Here’s a bit of a companion piece by Winston on the financial performance of Williams, Amherst, Swarthmore, and Wellesley. This is a bit out of date (from 1994) and may shed some light on why Williams has decided not to grow, even to keep up with its endowment growth, since that time. By stabilizing the enrollment for the following decade, the college has, I believe, made itself more competitive financially. Actually, over the past ten years, Swarthmore has grown quite a bit, after its own decade of zero growth (while waiting for a bunch of big building projects to increase capacity) prior to this 1994 paper.
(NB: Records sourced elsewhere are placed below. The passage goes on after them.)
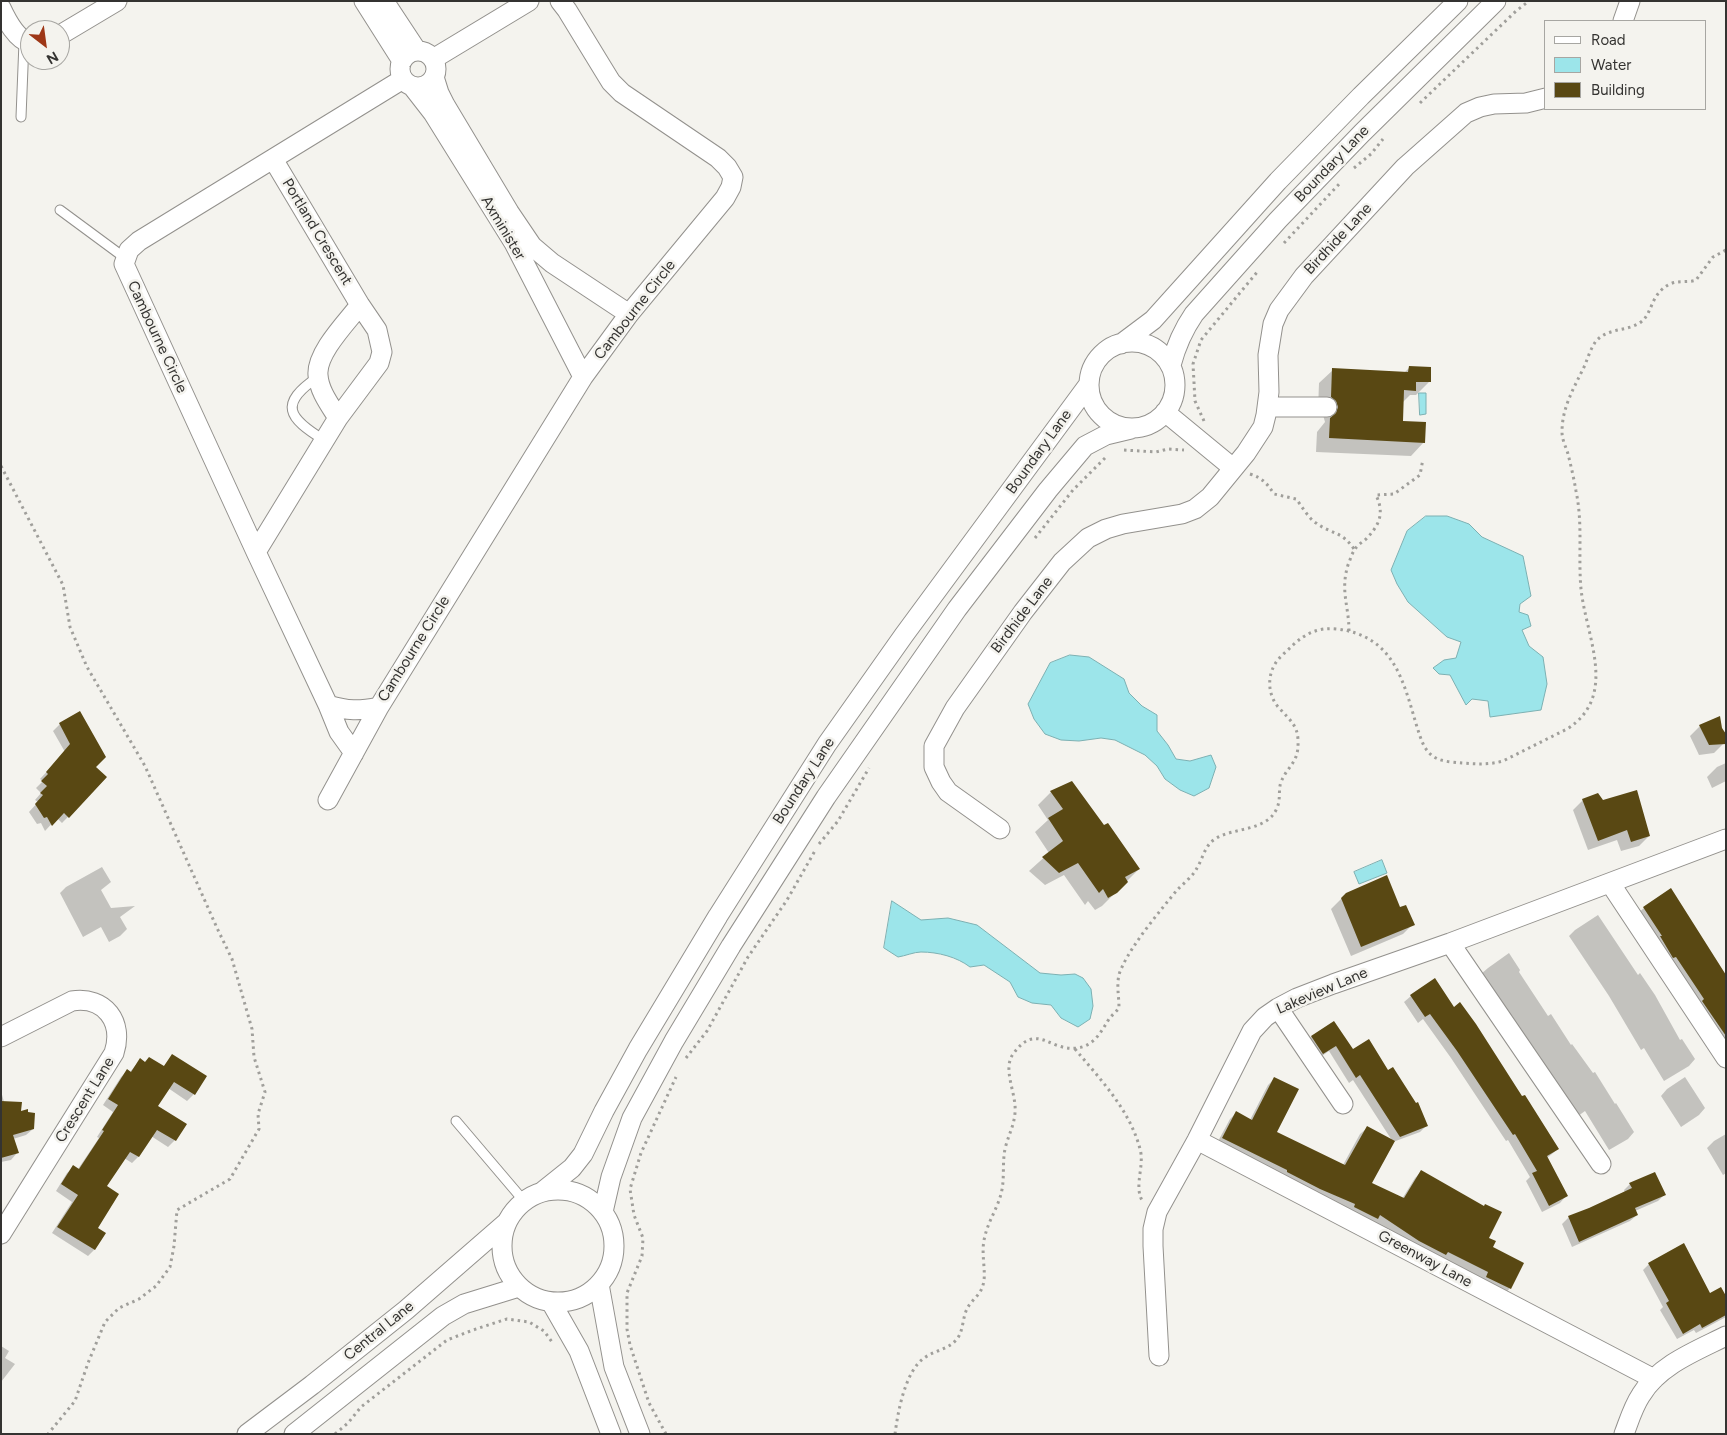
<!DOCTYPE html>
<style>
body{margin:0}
#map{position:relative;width:1727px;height:1435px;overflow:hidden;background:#f4f3ee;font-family:Figtree,sans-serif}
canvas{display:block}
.frame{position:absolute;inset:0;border:2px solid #343331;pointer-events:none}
.legend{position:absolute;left:1544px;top:20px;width:162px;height:90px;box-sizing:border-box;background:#f4f3ee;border:1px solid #a7a6a2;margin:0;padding:6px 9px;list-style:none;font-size:15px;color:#343331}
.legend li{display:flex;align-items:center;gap:10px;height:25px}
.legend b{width:25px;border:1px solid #a7a6a2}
.north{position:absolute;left:20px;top:20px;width:50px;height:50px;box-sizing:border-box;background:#f4f3ee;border:1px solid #a7a6a2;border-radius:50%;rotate:150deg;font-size:14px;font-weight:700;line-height:20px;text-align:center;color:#343331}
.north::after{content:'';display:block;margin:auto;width:18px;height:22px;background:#9e3717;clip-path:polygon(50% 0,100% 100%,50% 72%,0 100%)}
</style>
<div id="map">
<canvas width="1727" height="1435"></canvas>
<div class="frame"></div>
<ul class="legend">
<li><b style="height:6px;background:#fff"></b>Road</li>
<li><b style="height:14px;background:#9ce5ea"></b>Water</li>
<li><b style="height:14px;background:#594813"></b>Building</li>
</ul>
<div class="north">N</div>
</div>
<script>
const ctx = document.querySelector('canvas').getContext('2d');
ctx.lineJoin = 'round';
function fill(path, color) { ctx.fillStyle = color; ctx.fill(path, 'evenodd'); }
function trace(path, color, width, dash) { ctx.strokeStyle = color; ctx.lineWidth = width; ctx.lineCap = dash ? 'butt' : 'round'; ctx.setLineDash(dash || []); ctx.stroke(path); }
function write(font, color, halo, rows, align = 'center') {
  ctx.font = font + ' Figtree,sans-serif'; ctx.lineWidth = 5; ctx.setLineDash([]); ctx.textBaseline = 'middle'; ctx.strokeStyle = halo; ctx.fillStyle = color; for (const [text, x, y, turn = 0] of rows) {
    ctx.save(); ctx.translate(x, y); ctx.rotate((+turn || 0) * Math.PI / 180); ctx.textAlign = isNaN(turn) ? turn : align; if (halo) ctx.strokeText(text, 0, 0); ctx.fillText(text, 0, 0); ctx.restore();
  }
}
const water = new Path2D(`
 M1419,393H1426V414L1420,415Z
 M1426,516H1447L1469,524L1482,537L1523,556L1531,596L1520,604L1519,612L1528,615L1531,626L1522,630L1529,646L1543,657L1547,684L1541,710L1490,717L1488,701L1472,699L1466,705L1450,675L1439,674L1433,668L1444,660L1456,658L1461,642L1447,637L1408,602L1397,584L1391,570L1407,531Z
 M1070,655L1089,657L1124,679L1129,693L1142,706L1157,715V731L1168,745L1176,759L1190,761L1211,755L1216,767L1209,788L1194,796L1180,790L1165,779L1157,766L1145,755L1115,740L1101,738L1079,741L1061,740L1045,734L1034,719L1028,704L1050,663Z
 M1382,860L1387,873L1359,884L1354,872Z
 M892,901L921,920L948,918L977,925L1040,973L1061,975L1075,974L1083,978L1091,989L1093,1006L1090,1019L1078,1027L1061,1018L1051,1005L1032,1003L1018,997L1010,982L984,965L970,967C957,957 938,952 921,952C914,952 905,956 898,957L884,948Z`);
fill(water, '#9ce5ea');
trace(water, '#7db0b2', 1);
fill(new Path2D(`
 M1409,368L1429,382L1416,395H1410L1402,403L1401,422L1424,442L1411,456L1316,452L1317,432L1325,422L1323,415L1318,410L1319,383L1333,370L1404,373Z
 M80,713L95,767L106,778L62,823L57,818L45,831L41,823L37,824L29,812L38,802L35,800L41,793L36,788L43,781L40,779L65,752L53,731L60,724Z
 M1700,726L1724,743L1714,753L1699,755L1690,736Z
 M1726,763V781L1712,788L1707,777L1717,767Z
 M1051,792L1104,826L1139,869L1102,906L1095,910L1088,901L1085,905L1064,875L1045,885L1029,871L1049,853L1035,832L1048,820L1038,805Z
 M1583,800L1603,801L1649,836L1639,846L1621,851L1617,840L1588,850L1573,810Z
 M102,867L111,882L101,890L111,908L135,906L120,917L127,929L120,936L109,942L101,927L83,937L60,893L66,887Z
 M1346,894L1400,909L1413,924L1403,934L1351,956L1331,909Z
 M1644,908L1726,977V1053L1637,914Z
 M1598,915L1638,975L1640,973L1655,995L1680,1040L1682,1039L1695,1059L1689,1066L1664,1081L1644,1048L1641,1050L1609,996L1569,936L1575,930Z
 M1509,953L1520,970L1519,972L1548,1016L1551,1014L1571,1045L1572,1044L1593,1073L1595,1072L1615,1104L1616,1103L1634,1132L1628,1139L1609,1150L1585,1111L1574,1119L1481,974L1488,968Z
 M1411,996L1453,1008L1522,1098L1558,1149L1547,1158L1566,1196L1560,1203L1542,1212L1526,1181L1530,1177L1508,1140L1506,1141L1451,1058L1423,1019L1418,1023L1404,1002Z
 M1334,1022L1353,1051L1388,1072L1427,1125L1420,1132L1393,1142L1370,1183L1402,1199L1415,1178L1421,1172L1487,1238L1510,1288L1504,1295L1413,1247L1373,1221L1370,1224L1216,1145L1230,1119L1236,1113L1250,1120L1268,1085L1275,1078V1133L1343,1165L1360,1134L1367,1128L1393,1142L1353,1080L1349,1083L1329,1051L1316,1060L1305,1044L1311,1037Z
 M172,1056L205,1076L194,1094L187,1101L168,1088L156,1106L185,1124L175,1140L168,1147L151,1136L138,1157L132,1163L124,1158L105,1187L96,1228L104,1234L94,1250L88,1256L52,1233L72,1202L56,1191L67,1173L74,1167L78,1169L99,1138L97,1137L113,1112L103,1105L121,1077L127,1071L130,1072L140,1060L144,1063L163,1067Z
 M1685,1077L1705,1108L1699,1115L1681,1127L1661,1096L1667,1089Z
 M1,1091L4,1102L20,1113L33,1129L26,1135L13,1139L17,1153L11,1160L1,1162Z
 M1726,1134V1173L1723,1175L1707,1148L1714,1141Z
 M1630,1184L1664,1195L1658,1201L1635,1211L1637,1215L1630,1221L1572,1247L1562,1224L1569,1217L1625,1193L1624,1190Z
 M1649,1264L1709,1295L1726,1299V1317L1696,1333L1694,1330L1677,1339L1660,1310L1663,1307L1643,1270Z
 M1,1346L9,1351L5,1358L15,1364L1,1382Z`), '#0003');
fill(new Path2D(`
 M1409,366L1431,367V382H1416V391L1404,390L1403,421L1426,422L1425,443L1329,438L1330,418L1336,413L1338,407L1336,401L1331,397L1332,368L1408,372Z
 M80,711L106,757L96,767L107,777L69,818L64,813L52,826L47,817L44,818L35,804L43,795L40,793L47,786L41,781L48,774L46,772L70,744L59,723Z
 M1720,716L1722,728L1726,734V744L1709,745L1699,725Z
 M1072,781L1104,825L1108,823L1140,869L1125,877L1128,882L1117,893L1108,898L1103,889L1099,893L1078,863L1059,873L1042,857L1063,841L1048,818L1063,809L1050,791Z
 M1637,790L1650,836L1631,842L1627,830L1598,841L1582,799L1598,793L1603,800Z
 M1387,875L1400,907L1406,905L1415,925L1361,947L1341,898L1346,893Z
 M1671,888L1726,975V1036L1702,1001L1704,999L1676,957L1673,958L1660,936H1662L1643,907Z
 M1435,978L1454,1007L1460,1002L1476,1024L1522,1096L1525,1095L1559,1149L1547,1156L1568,1196L1549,1206L1532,1173L1537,1171L1515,1134L1513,1135L1457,1051L1430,1014L1425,1017L1410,995Z
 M1334,1021L1353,1049L1369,1039L1388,1070L1393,1067L1416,1103L1418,1102L1428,1126L1400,1137L1360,1075L1356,1078L1336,1046L1323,1054L1311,1036Z
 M172,1054L207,1076L195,1095L174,1082L158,1106L187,1124L176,1141L157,1130L139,1157L130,1152L107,1186L119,1194L98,1228L106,1233L95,1250L57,1227L78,1195L61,1184L73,1165L79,1169L104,1131L102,1130L118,1105L108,1099L127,1069L131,1072L140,1058L145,1062L149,1057L164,1066Z
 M1274,1077L1299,1089L1277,1132L1345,1165L1367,1126L1395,1141L1372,1183L1404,1198L1421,1170L1484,1206L1485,1204L1502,1212L1489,1238L1496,1241L1493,1247L1524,1263L1511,1289L1486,1277L1488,1272L1448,1252L1446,1255L1419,1241L1380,1215L1378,1219L1354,1207L1355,1204L1320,1189L1287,1172V1170L1222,1138L1236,1111L1252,1120Z
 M1,1101L22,1102L21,1111L28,1109V1112L35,1113L34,1129L13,1135L19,1153L1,1158Z
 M1655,1172L1666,1195L1635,1208L1638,1215L1579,1242L1568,1216L1589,1208L1632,1188L1629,1183Z
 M1684,1243L1710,1293L1721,1287L1726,1296V1315L1702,1328L1700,1324L1683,1334L1666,1303L1669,1301L1648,1263Z`), '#594813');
const service = new Path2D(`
 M21,117L24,42
 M60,210L125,258
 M318,377C278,404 288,418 324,440
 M456,1121L524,1201`);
const minor = new Path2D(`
 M364,1L402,61
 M384,1L417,51
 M1,8C7,21 16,39 30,43
 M1623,21L1630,1
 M60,35L117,1
 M400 69a18 18 0 1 1 36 0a18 18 0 1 1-36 0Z
 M433,59L529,1
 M434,77L439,93L445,105L509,212L532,246L552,263L629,314
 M403,79L139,241L129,250L124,264L256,552L328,705C348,711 359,711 379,707L583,377L629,314L725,198L731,187L733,177L727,167L718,158L622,93L611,82L603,69L567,10L560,1
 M412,86L433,113L514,243L583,377
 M1089 385a43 43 0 1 1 86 0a43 43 0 1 1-86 0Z
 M1121,344L1153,320L1278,181L1361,96L1458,1
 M1171,365C1176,346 1183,330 1194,314L1278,220L1362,133L1496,1
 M1267,407H1327
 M1165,412L1233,468
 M338,418C330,405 319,391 318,375C316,353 347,322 360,305
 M256,552L338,418L379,363L382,352L377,330L360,305L273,159
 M328,705L339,732L354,753
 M328,800L379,707
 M1000,829L948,792L941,782L934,767V746L955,708L1023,612L1062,562L1088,538L1106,529L1123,524L1182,514L1195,509L1210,497L1246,453L1263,427L1266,415L1269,392L1268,355L1273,324L1279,310L1304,276L1405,167L1466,113L1480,107L1494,104L1526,103L1546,98
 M1610,883L1726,1058
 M1450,943L1601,1164
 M1278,1008L1343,1104
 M1,1037L72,1001C105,996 124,1022 114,1053L1,1234
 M1197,1140L1654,1379
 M502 1246a56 56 0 1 1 112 0a56 56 0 1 1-112 0Z
 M542,1192L572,1168L583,1154L604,1111L638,1049L718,916L827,744L904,635L1089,384
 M603,1212L611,1177L632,1118L674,1041L731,946L826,797L957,609L1048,490L1085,446L1106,435L1131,429
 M599,1284L614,1367L640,1434
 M551,1302L579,1351L611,1434
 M1159,1356L1153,1246V1229L1157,1212L1197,1140L1252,1031L1265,1017L1278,1008L1297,998L1333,984L1450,943L1726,839
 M247,1434L312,1385L406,1310L506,1223
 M294,1434L443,1316L464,1304L519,1287
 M1624,1434C1629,1421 1633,1407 1641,1395C1659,1365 1696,1351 1726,1336`);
trace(service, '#93918d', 11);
trace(minor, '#93918d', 21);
trace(new Path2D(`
 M1420,103L1516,11L1529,1
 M1354,168L1371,154L1383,139
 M1284,243L1341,182
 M1204,421L1195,401L1193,364L1201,340L1258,271
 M1124,450L1156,452L1168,449L1184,450
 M1,466L63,585L70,627L87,667L145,766L217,928L232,959L252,1029L254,1057L265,1092L258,1114L259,1129L230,1179L177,1210L174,1246L170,1267L156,1286L139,1299L119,1308L105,1322L88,1363L75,1401L48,1434
 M1250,474C1262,478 1267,483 1274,494L1296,499C1302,506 1308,518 1316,523C1331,534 1342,531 1354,549
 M1035,538L1073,490L1107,456
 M1349,631C1349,606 1340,591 1348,565C1350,561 1351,555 1354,551C1356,546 1361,543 1365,540C1379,526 1385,514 1376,495L1394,494L1420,475L1423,459
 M819,844L838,821L869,768
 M1075,1049C1100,1079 1130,1110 1140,1149C1145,1166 1133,1187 1143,1202
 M686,1058L707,1031L748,957L787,900L816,849
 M335,1434L348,1423L361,1407L447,1340L473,1330L507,1319L529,1322L544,1331L552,1342
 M666,1434L649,1403L630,1345L627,1329V1293L642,1256L643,1238L634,1215L630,1189L641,1153L676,1077
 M895,1434C898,1411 905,1372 924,1358C935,1350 948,1350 957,1339C964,1330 962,1317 968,1307C972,1300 981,1294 983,1285C987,1272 980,1253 985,1236C988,1222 997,1209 1001,1194C1005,1179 1002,1164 1005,1149C1008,1136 1014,1126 1015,1113C1017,1094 1002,1070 1013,1054C1037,1021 1050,1052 1077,1048C1094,1046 1101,1032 1109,1019C1112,1015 1116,1012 1119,1008C1119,994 1115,980 1122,967C1133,943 1160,911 1177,890C1184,883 1193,876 1197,868C1203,858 1205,845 1215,839C1233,827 1267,832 1277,808C1281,799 1278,790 1281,782C1288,765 1299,763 1298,741C1298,726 1290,720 1280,709C1269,698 1266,679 1275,664C1279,657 1287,651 1293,645C1306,633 1319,627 1337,629C1394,636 1403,680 1417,727C1421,739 1424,752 1436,758C1443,762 1454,762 1462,763C1476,764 1489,765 1503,761L1567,729C1619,696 1586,637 1581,589C1578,556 1583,524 1576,491C1574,479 1571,466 1568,454C1566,447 1562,440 1562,432C1562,407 1574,388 1585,365C1588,357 1591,348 1596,341C1609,327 1627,332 1641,322C1653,313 1650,294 1670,284C1678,280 1688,283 1696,280L1713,257L1726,250`), '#a09f9b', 3, [2.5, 4]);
trace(service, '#fff', 9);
trace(minor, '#fff', 19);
write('15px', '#343331', '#f4f3ee', [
 ["Boundary Lane",1332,164,-46],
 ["Axminister",503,228,59],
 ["Portland Crescent",317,232,59],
 ["Birdhide Lane",1338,239,-47],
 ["Cambourne Circle",635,310,-52],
 ["Cambourne Circle",157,337,65],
 ["Boundary Lane",1039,452,-54],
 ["Birdhide Lane",1022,615,-53],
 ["Cambourne Circle",414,649,-58],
 ["Boundary Lane",804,781,-57],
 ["Lakeview Lane",1322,991,-23],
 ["Crescent Lane",85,1100,-58],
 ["Greenway Lane",1425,1259,28],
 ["Central Lane",379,1331,-39]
]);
</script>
As of June 2004, Swarthmore had a slightly higher per student endowment than Williams, although I think Williams spent more per student in this year’s budget (it’s a little hard to tell, because deciphering capital expenditures in the published budgeting info would require one of you econ majors!)
Anyway, interesting stuff that’s not necessarily intuitive.
May 1st, 2005 at 6:35 pm
The question of whether Princeton or Williams or Pomona should increase its size to meet the increasingly large pool of individuals who meet even the strictest of admissions criteria drips of elitism. The question is asked with the best of intent, because an education at one of these institutions is indeed elite. But it also implies that only these institutions are capable of providing that type of education. Apologies to Colby graduates, but while we may classify Colby amongst Williams and the other New England Liberal Arts Colleges, few of us would trade our acceptances to Williams for a spot at Colby.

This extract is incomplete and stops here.